The debug partition is available for running short tests with reasonable fast turn around. This is useful to see that your code, or your submit scripts, are working as intended, especially if your "real job" would require a fair amount of time and/or nodes and get stuck for a while in the queue.

Instructions on how to submit a job to the debug partition.

Interactive Jobs

The individual compute nodes generally do not allow direct shell access. This can be problematic if you want to test out your code on the exact processor on which your code will run. If you only need a single node for compiling and debugging purposes, the compute nodes:
  • compute-f19-0.deepthought.umd.edu
  • compute-g20-0.deepthought.umd.edu
are always available for remote shell access from the login nodes.

If you need shell access to additional nodes, you can request the scheduler assign some to you.
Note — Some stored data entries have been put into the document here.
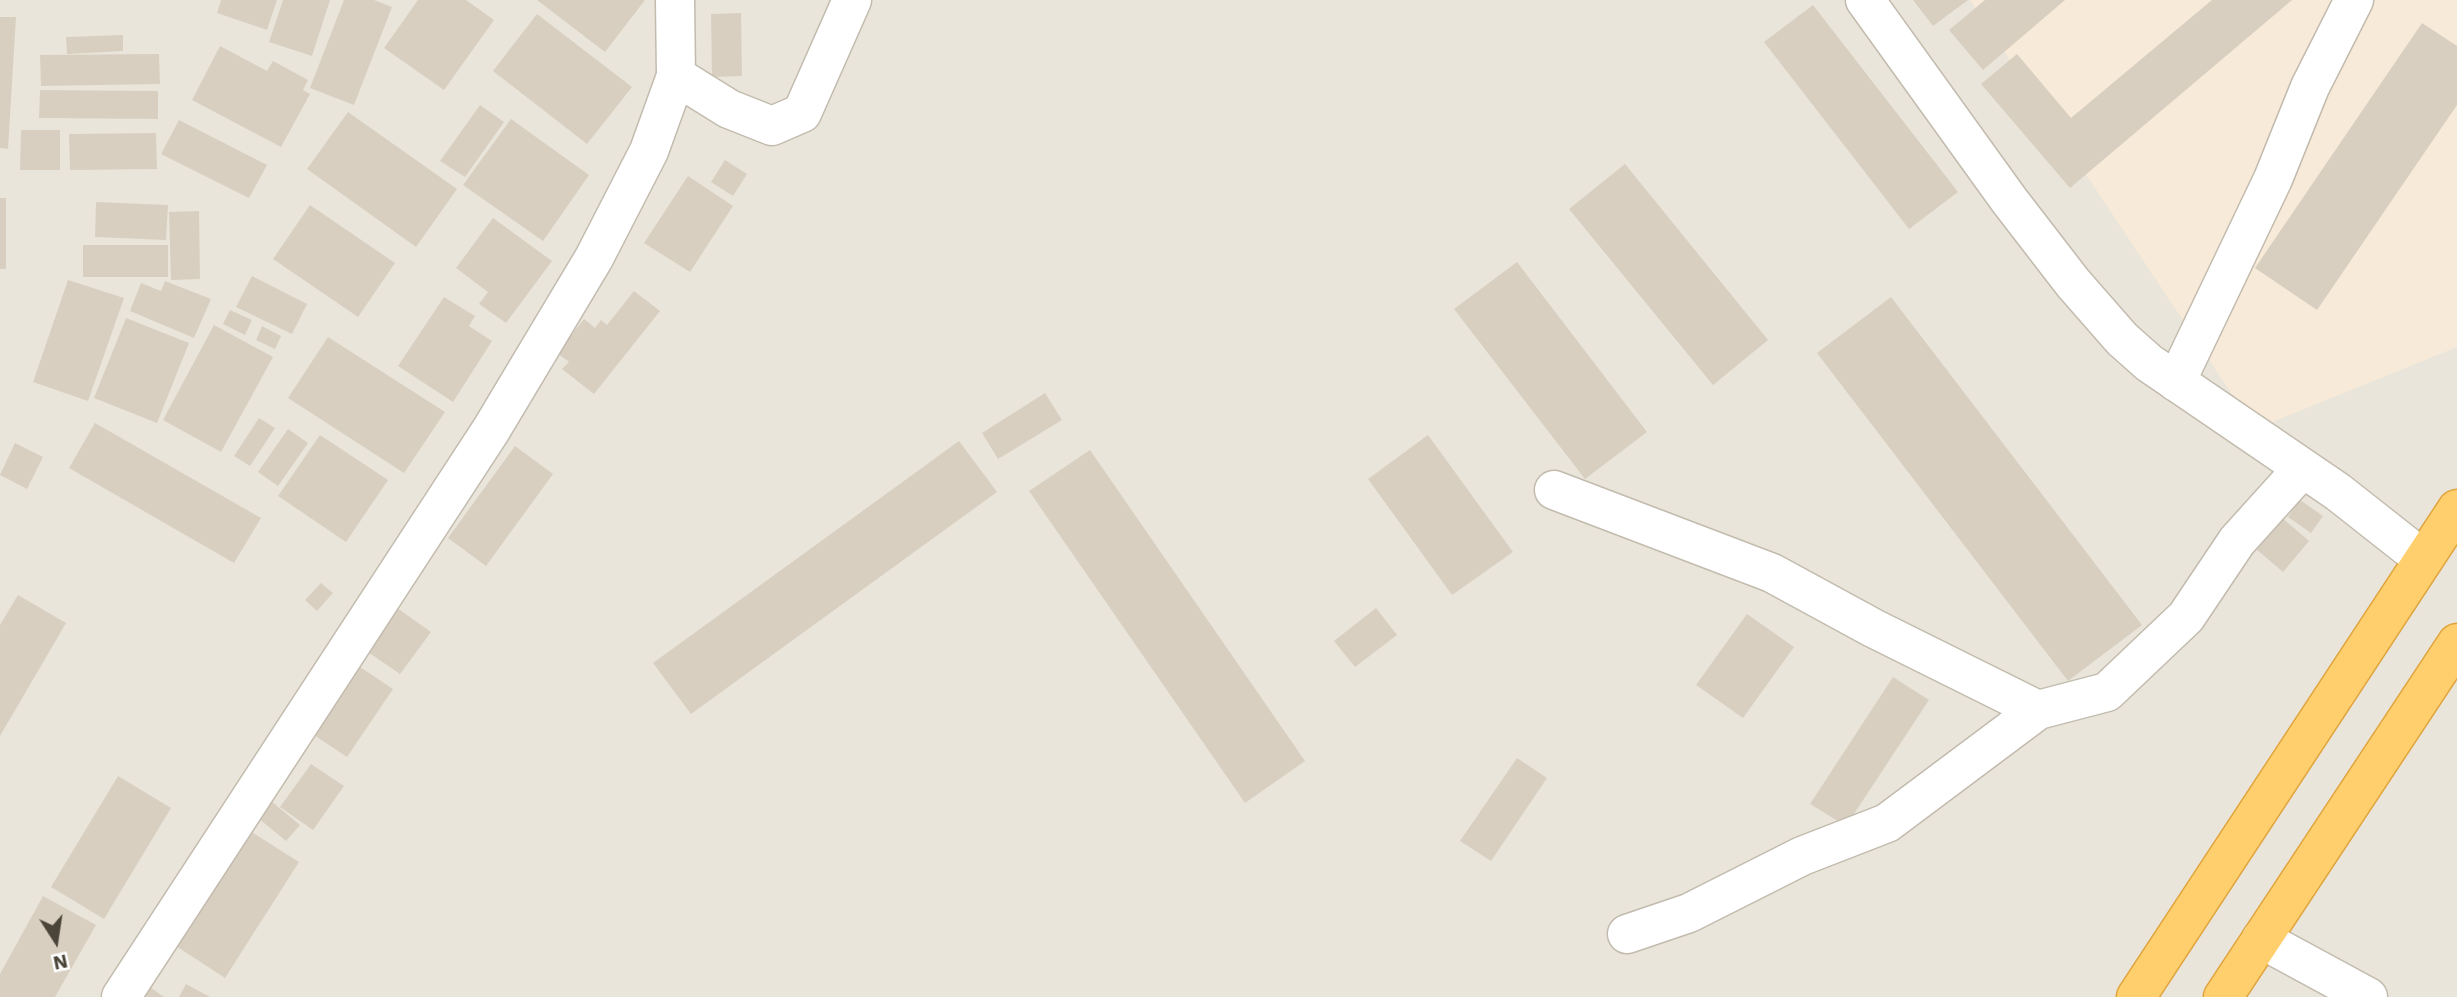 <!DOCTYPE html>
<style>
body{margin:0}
#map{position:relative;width:2457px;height:997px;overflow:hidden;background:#f6f3ec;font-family:"Work Sans",sans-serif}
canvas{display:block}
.north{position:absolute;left:21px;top:906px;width:70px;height:70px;-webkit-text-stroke:5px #fff;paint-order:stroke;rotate:168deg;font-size:19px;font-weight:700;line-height:28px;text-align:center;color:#4b4439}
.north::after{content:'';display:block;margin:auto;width:24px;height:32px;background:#4b4439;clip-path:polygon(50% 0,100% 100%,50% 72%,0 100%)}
</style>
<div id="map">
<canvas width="2457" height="997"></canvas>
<div class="north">N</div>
</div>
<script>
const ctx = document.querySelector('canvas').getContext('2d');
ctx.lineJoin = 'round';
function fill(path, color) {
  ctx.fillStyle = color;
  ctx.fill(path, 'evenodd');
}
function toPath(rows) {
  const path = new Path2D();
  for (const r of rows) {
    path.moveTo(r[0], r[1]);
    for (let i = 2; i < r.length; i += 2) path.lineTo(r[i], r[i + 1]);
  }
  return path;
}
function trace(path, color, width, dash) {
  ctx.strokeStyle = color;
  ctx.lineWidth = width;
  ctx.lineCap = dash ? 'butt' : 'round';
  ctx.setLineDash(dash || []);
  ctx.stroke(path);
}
const residential = toPath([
 [0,0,2457,0,2457,997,0,997]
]);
const commercial = toPath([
 [1970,0,2457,0,2457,347,2255,429]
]);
const building = toPath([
 [221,0,277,0,267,30,217,13],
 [283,0,330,0,312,56,269,42],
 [344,0,374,0,392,7,354,105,310,88],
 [418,0,466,0,494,20,444,90,384,48],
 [537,0,645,0,605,52],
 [1913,0,1968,0,1933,26],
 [1985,0,2065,0,1983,70,1949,30],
 [2212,0,2292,0,2070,188,1981,84,2017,54,2071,118],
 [1813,5,1958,192,1909,229,1764,42],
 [741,13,742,76,712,77,711,14],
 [537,14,632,87,587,144,493,71],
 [0,17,16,17,8,149,0,148],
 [2422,23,2457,46,2457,105,2317,310,2255,268],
 [123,35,123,51,67,54,66,37],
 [220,46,267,71,273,61,308,80,303,90,310,94,281,147,192,100],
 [159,54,160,84,41,86,40,55],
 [40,90,158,91,158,119,39,118],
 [480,105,504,122,465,177,440,161],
 [348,112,457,189,416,247,307,169],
 [511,119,589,175,543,241,463,185],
 [179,120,267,165,249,198,161,154],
 [21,130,60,130,60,170,20,170],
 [156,133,157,169,70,170,69,134],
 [725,160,747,174,733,196,711,182],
 [1625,164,1768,340,1713,385,1569,209],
 [688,176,733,206,690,272,644,243],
 [0,198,6,198,6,269,0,269],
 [96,202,168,205,166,240,95,237],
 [310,205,395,263,358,317,273,259],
 [199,211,200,279,171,280,169,212],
 [493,218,552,261,506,323,479,304,488,292,456,268],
 [83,245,168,245,168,277,83,277],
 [1517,262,1647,432,1585,479,1454,309],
 [252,276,307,304,292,334,236,307],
 [68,280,124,298,88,401,33,382],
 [165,281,211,299,194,338,130,311,141,283,161,291],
 [634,291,660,311,594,394,562,369,569,362,557,353,584,319,595,328,601,320,607,325],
 [444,297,475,316,469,326,492,341,453,402,398,366],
 [1891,297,2142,625,2068,681,1817,353],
 [230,310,252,320,245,335,223,324],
 [126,318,189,343,157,423,94,398],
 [214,325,273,357,221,452,163,420],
 [262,326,281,336,275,349,256,340],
 [328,337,445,412,404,473,288,398],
 [1045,393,1062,420,998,459,982,433],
 [259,418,275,428,250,466,234,456],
 [95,423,261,518,234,563,69,468],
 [288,429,308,443,278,486,258,472],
 [320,435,388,480,346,542,278,496],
 [1428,435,1513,552,1452,595,1368,479],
 [959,441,997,492,691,714,653,663],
 [15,443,43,457,27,489,0,475],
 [515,446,553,474,486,566,448,538],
 [1090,450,1305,761,1245,803,1029,491],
 [2300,500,2323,516,2311,533,2288,517],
 [2281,517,2309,541,2283,572,2255,548],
 [321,583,333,593,317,611,305,600],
 [18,595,66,623,0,736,0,625],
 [393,605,431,632,400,674,362,648],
 [1376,608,1397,635,1355,667,1334,641],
 [1747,614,1794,647,1743,718,1696,685],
 [360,667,393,689,347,757,314,735],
 [1893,677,1929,700,1846,826,1810,804],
 [1517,758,1547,778,1491,861,1460,841],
 [311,764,344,786,313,830,280,807],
 [118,776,171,808,104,919,51,887],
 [271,801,300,825,286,841,258,818],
 [250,831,299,862,225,978,176,946],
 [43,896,96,925,55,997,0,997,0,974],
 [186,984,210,997,179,997],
 [150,987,164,997,144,997]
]);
const minor = toPath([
 [1865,0,2009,200,2073,283,2122,339,2149,363,2338,492,2423,559],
 [676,76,729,109,772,126,802,113,852,0],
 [2176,382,2273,179,2310,87,2354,0],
 [1554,490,1772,573,1873,628,2038,710],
 [1627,934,1689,913,1802,856,1887,823,2038,710,2107,692,2186,617,2237,541,2302,469],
 [2261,939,2368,997],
 [121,997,491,430,594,258,649,151,676,76,675,0]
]);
const highway = toPath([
 [2136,997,2457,509],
 [2223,997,2457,643]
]);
fill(residential, '#eae5da');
fill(commercial, '#f7ead8');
fill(building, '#d8cfc1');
trace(minor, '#c2bbae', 41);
trace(highway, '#e0a43c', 41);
trace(minor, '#fff', 38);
trace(highway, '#ffcf6e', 38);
</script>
This request gets put in the queue with all the batch job requests, and depending on the cluster usage at the moment you might get a prompt in seconds, or in minutes, or it might take hours or days.
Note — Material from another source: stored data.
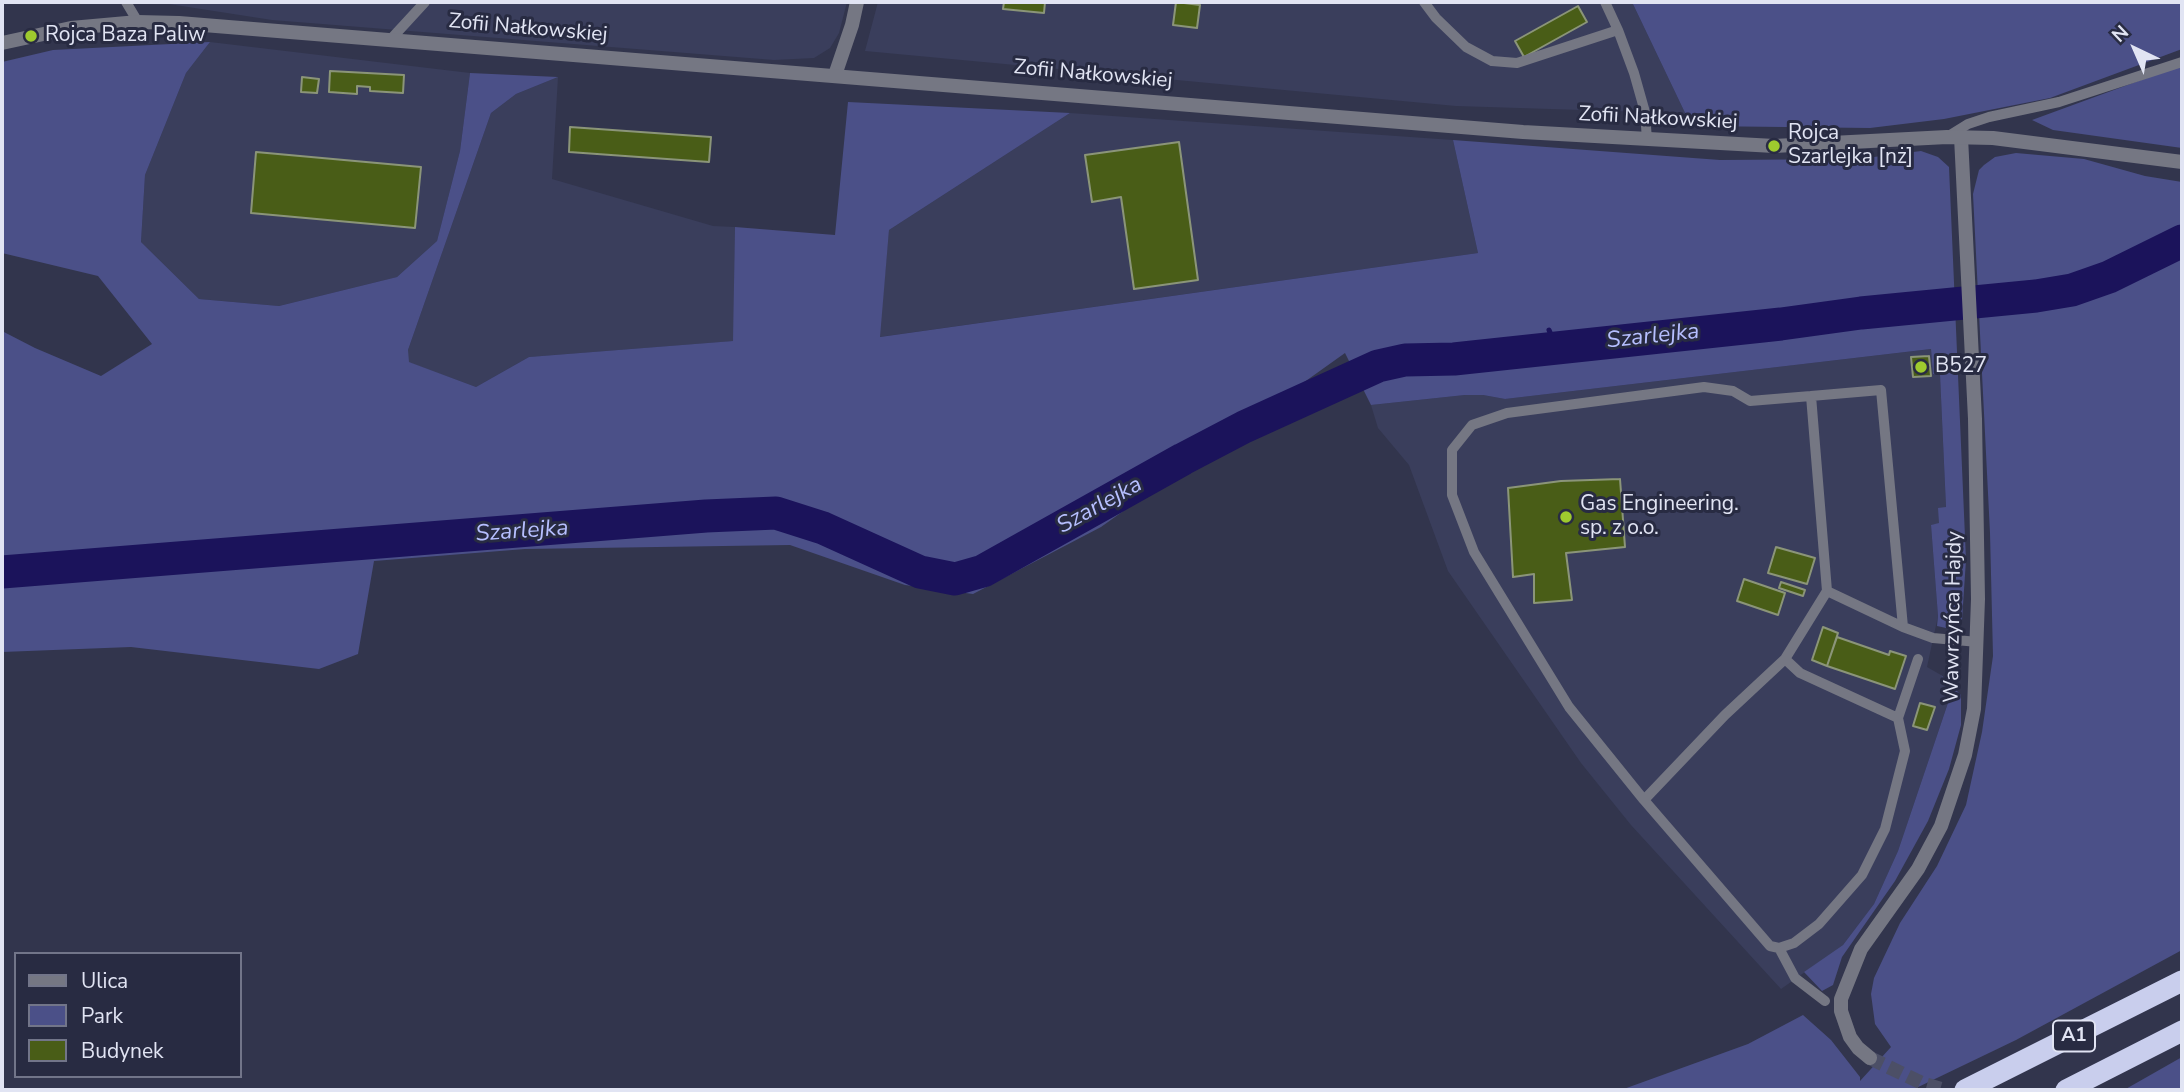 <!DOCTYPE html>
<html>
<head>
<meta charset="utf-8">
<style>
  body { margin:0 }
  #map { position:relative; width:2184px; height:1092px; overflow:hidden; background:#32354d; font-family:"Nunito Sans",sans-serif }
  canvas { display:block }
  .frame { position:absolute; inset:0; border:4px solid #e1e4f3; pointer-events:none }
  .legend { position:absolute; left:14px; top:952px; width:228px; height:126px; box-sizing:border-box; background:#282b42; border:2px solid #727589; margin:0; padding:9px 12px; list-style:none; font-size:21px; color:#e1e4f3 }
  .legend li { display:flex; align-items:center; gap:14px; height:35px }
  .legend b { width:35px; border:2px solid #727589 }
  .north { position:absolute; left:2100px; top:14px; width:70px; height:70px; -webkit-text-stroke:5px #282b42; paint-order:stroke; rotate:316deg; font-size:19px; font-weight:700; line-height:28px; text-align:center; color:#e1e4f3 }
  .north::after { content:''; display:block; margin:auto; width:24px; height:32px; background:#e1e4f3; clip-path:polygon(50% 0,100% 100%,50% 72%,0 100%) }
</style>
</head>
<body>
<div id="map">
<canvas width="2184" height="1092"></canvas>
<div class="frame"></div>
<ul class="legend">
<li><b style="height:9px;background:#757783"></b>Ulica</li>
<li><b style="height:19px;background:#4b5088"></b>Park</li>
<li><b style="height:19px;background:#495d17"></b>Budynek</li>
</ul>
<div class="north">N</div>
</div>
<script>
const g = document.querySelector('canvas').getContext('2d');
g.lineJoin = 'round';
function fill(path, color) {
  g.fillStyle = color;
  g.fill(path, 'evenodd');
}
function toPath(rows) {
  const path = new Path2D();
  for (const r of rows) {
    path.moveTo(r[0], r[1]);
    for (let i = 2; i < r.length; i += 2) path.lineTo(r[i], r[i + 1]);
  }
  return path;
}
function stroke(path, color, width, dash) {
  g.strokeStyle = color;
  g.lineWidth = width;
  g.lineCap = dash ? 'butt' : 'round';
  g.setLineDash(dash || []);
  g.stroke(path);
}
function write(font, color, halo, rows, align = 'center') {
  g.font = font + ' "Nunito Sans",sans-serif';
  g.lineWidth = 6;
  g.setLineDash([]);
  g.textBaseline = 'middle';
  g.strokeStyle = halo;
  g.fillStyle = color;
  for (const [text, x, y, turn = 0] of rows) {
    g.save();
    g.translate(x, y);
    g.rotate((+turn || 0) * Math.PI / 180);
    g.textAlign = isNaN(turn) ? turn : align;
    if (halo) g.strokeText(text, 0, 0);
    g.fillText(text, 0, 0);
    g.restore();
  }
}
fill(toPath([
  [156,2,847,2,839,33,830,48,814,58,774,60,272,20],
  [878,2,1632,2,1687,117,1645,112,1456,106,865,51],
  [210,42,470,73,460,151,437,241,397,277,279,306,199,299,141,242,145,175,186,73],
  [558,77,552,179,713,226,735,227,734,341,529,357,476,387,408,362,408,350,491,113,516,94],
  [1070,113,1453,140,1478,253,879,337,889,230],
  [1931,349,1933,374,1940,375,1946,508,1939,524,1931,525,1938,616,1927,667,1941,675,1951,694,1898,851,1874,904,1843,945,1781,989,1631,825,1581,763,1448,571,1409,465,1378,428,1371,405,1465,395,1483,395,1505,399]
]), '#3a3e5c');
fill(toPath([
  [1632,2,2182,2,2182,49,2050,98,1944,119,1870,128,1698,126,1687,117],
  [210,42,186,73,145,175,141,242,199,299,279,306,397,277,437,241,460,151,470,73,558,77,516,94,491,113,408,350,409,362,476,387,529,357,733,341,735,227,835,235,848,102,1070,113,889,230,880,337,1478,253,1453,140,1720,160,1858,159,1921,151,1938,157,1949,167,1966,560,1962,620,1946,628,1937,626,1938,616,1931,525,1939,523,1938,508,1946,507,1940,375,1933,374,1931,349,1505,399,1483,395,1465,395,1371,405,1345,353,1101,527,973,594,905,585,790,545,525,549,374,561,358,654,319,669,131,647,2,652,2,331,35,348,101,376,152,344,98,276,2,253,2,62,53,50],
  [2182,65,2182,148,2053,130,2032,120],
  [2016,153,2084,159,2145,176,2182,182,2182,950,2016,1040,1912,1090,1621,1090,1748,1044,1803,1015,1831,1040,1860,1077,1860,1081,1891,1047,1875,1024,1871,994,1874,978,1900,923,1937,866,1966,805,1982,732,1993,656,1990,533,1973,194,1979,170,1984,165,1995,157],
  [1941,675,1961,695,1961,725,1949,769,1928,821,1895,881,1842,957,1833,985,1822,991,1804,972,1843,945,1874,904,1898,851,1951,694],
  [2182,1057,2182,1090,2124,1090]
]), '#4b5088');
stroke(toPath([
  [1549,330,1556,347]
]), '#1b135b', 5);
stroke(toPath([
  [2,572,706,516,776,513,823,528,920,572,955,579,983,571,1183,459,1244,427,1378,366,1405,360,1454,359,1781,324,1861,313,2036,296,2072,290,2109,277,2182,241]
]), '#1b135b', 33);
const building = toPath([
  [1004,2,1045,2,1044,13,1003,9,1004,2],
  [1176,2,1200,5,1197,28,1173,25,1176,2],
  [1578,6,1587,22,1524,57,1515,41,1578,6],
  [330,71,404,75,403,93,370,91,370,87,357,86,357,94,329,92,330,71],
  [302,77,319,79,317,93,301,92,302,77],
  [570,127,711,137,709,162,569,152,570,127],
  [1179,142,1198,280,1134,289,1121,197,1092,202,1085,155,1179,142],
  [256,152,421,167,415,228,251,213,256,152],
  [1929,356,1931,376,1913,377,1911,357,1929,356],
  [1620,479,1625,547,1566,553,1572,600,1534,603,1534,574,1513,577,1508,488,1561,481,1620,479],
  [1776,547,1815,558,1807,584,1768,573,1776,547],
  [1744,579,1785,593,1778,615,1737,601,1744,579],
  [1781,582,1805,590,1803,596,1779,588,1781,582],
  [1823,627,1838,633,1827,666,1812,660,1823,627],
  [1837,637,1889,655,1890,651,1906,656,1895,689,1827,666,1837,637],
  [1920,703,1935,707,1927,730,1913,726,1920,703]
]);
fill(building, '#495d17');
stroke(building, '#8b9579', 2);
stroke(toPath([
  [1870,1058,1924,1084,1945,1090]
]), '#4c4f66', 14, [14, 7]);
stroke(toPath([
  [126,2,138,22],
  [1424,2,1436,18,1466,47,1492,61,1517,63,1618,30],
  [1605,2,1618,30,1634,73,1645,112,1647,140],
  [391,39,425,2],
  [1947,137,1968,124,1989,117,2059,102,2182,62],
  [1811,396,1881,390,1903,627],
  [1827,591,1785,659,1800,673,1898,718,1918,659],
  [1785,659,1725,715,1644,800,1770,946,1779,948,1794,943,1819,924,1862,875,1885,829,1905,751,1898,718],
  [1644,800,1569,707,1474,552,1452,495,1452,450,1472,425,1507,413,1704,387,1733,391,1750,401,1811,396,1827,591,1903,627,1933,638,1978,642],
  [1779,948,1795,978,1825,1001]
]), '#757783', 10);
stroke(toPath([
  [835,75,852,25,857,2],
  [1870,1058,1858,1048,1850,1037,1841,1011,1841,999,1861,949,1918,869,1941,826,1965,755,1974,709,1978,599,1975,419,1961,137]
]), '#757783', 14);
stroke(toPath([
  [2,43,71,28,138,22,179,23,1523,132,1774,146,1947,137,1993,138,2182,162]
]), '#757783', 14);
stroke(toPath([
  [1965,1090,2182,981],
  [2066,1090,2182,1031]
]), '#c9ceed', 21);
for (const [x, y, r, color] of [
  [31,36,7,"#9eca2e"],
  [1774,146,7,"#9eca2e"],
  [1921,367,7,"#9eca2e"],
  [1566,517,7,"#9eca2e"]
]) {
  const dot = new Path2D();
  dot.arc(x, y, r, 0, 2 * Math.PI);
  g.fillStyle = color;
  g.fill(dot);
  stroke(dot, '#282b42', 2.5);
}
for (const [x, y, w] of [
  [2074,1036,42]
]) {
  const box = new Path2D();
  box.roundRect(x - w / 2, y - 15.5, w, 31, 5);
  g.fillStyle = '#282b42';
  g.fill(box);
  stroke(box, '#e1e4f3', 2);
}
write('bold 19px', '#e1e4f3', null, [
  ["A1",2074,1036]
]);
write('21px', '#e1e4f3', '#282b42', [
  ["Zofii Nałkowskiej",528,29,5],
  ["Zofii Nałkowskiej",1093,75,5],
  ["Zofii Nałkowskiej",1658,119,3],
  ["Wawrzyńca Hajdy",1954,617,-89]
]);
write('21px', '#e1e4f3', '#282b42', [
  ["Rojca Baza Paliw",45,36],
  ["Rojca",1788,134],
  ["Szarlejka [nż]",1788,158],
  ["B527",1935,367],
  ["Gas Engineering.",1580,505],
  ["sp. z o.o.",1580,529]
], 'left');
write('italic 23px', '#b6bfff', '#282b42', [
  ["Szarlejka",1653,337,-6],
  ["Szarlejka",1100,506,-29],
  ["Szarlejka",522,532,-4]
]);
</script>
</body>
</html>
The script sinteractive is provided to assist with this for most basic cases. It takes the following optional arguments:

  • -c NUMCPUS specifies the number of CPU cores to request. Default is 1.
  • -a ACCOUNT specifies the account to charge. Default is your default account.
  • -J NAME specifies the name to use for the job. Default is "interactive".
  • -s SHELL specifies the shell to start up on the assigned node. Default is your default login shell.
  • -t MINUTES specifies the wall time limit for your interactive session, in minutes. Default is 60 (1 hour). You cannot request more than 8 hours (480 minutes) with this utility.
  • -d If given, use the debug partition. The -t parameter is ignored, and wallclock limit is set to 15 minutes.
  • -g GRES specifies a generic resource required. The resulting salloc will have --gres=GRES added if given.
  • -h Help. No interactive shell will be granted, but an explanation of these and some less common options will be given.

An example of using sinteractive:

login-2:~: sinteractive -t 120 -a test-hi
salloc: Granted job allocation 1561831
salloc: Waiting for resource configuration
salloc: Nodes compute-b19-14 are ready for job
DISPLAY is login-2.deepthought2.umd.edu:15.0
Try re-authenticating(K5).  You have no Kerberos tickets

[ do some work interactively ]

compute-b19-14:~: exit
salloc: Relinquishing job allocation 1561831
salloc: Job allocation 1561831 has been revoked.

The warning message Try re-authenticating(K5). You have no Kerberos tickets can be ignored. The batch mechanism will not forward your kerberos tickets to the compute node, but you probably do not need one there anyway. Should you need it, you can issue the renew command and enter your password to obtain kerberos tickets.

Issuing the command sinteractive -t 120 -a test-hi -g gpu will behave similarly, but you will get assigned a node with a GPU.

Although the sinteractive command can cover many of the more common situations, it is limited, and if you need more control over the request you will have to manually request an allocation and start an interactive shell on it. The -D flag to sinteractive will run sinteractive in dryrun mode --- in this mode the script will print out what it would have run, but not run it. This might be an useful starting place for you to begin. Basically, you need to request the assignment of resources to you from the scheduler with the salloc command, and then use the srun to start a process (typically a shell if you wish to use them interactively) on the node.

For example, if you want to request two seperate nodes, try this:

login-1:~: salloc -N 2 -t 00:15:00 -p debug --qos=debug
salloc: Granted job allocation 13225
login-1:~:  echo $SLURM_JOB_NODELIST
login-1:~:  srun hostname
login-1:~:  exit
salloc: Relinquishing job allocation 13225
The salloc command will require that you specify a partition and QoS. You can use debug for both partition and QoS if your session is under 15 minutes. Otherwise, you will need to use the partition standard (or high-priority for the high priority accounts) with one of the QoSes listed here.
Remember to exit the spawned subshell when you are done, to relinquish the nodes that you have requested for the job.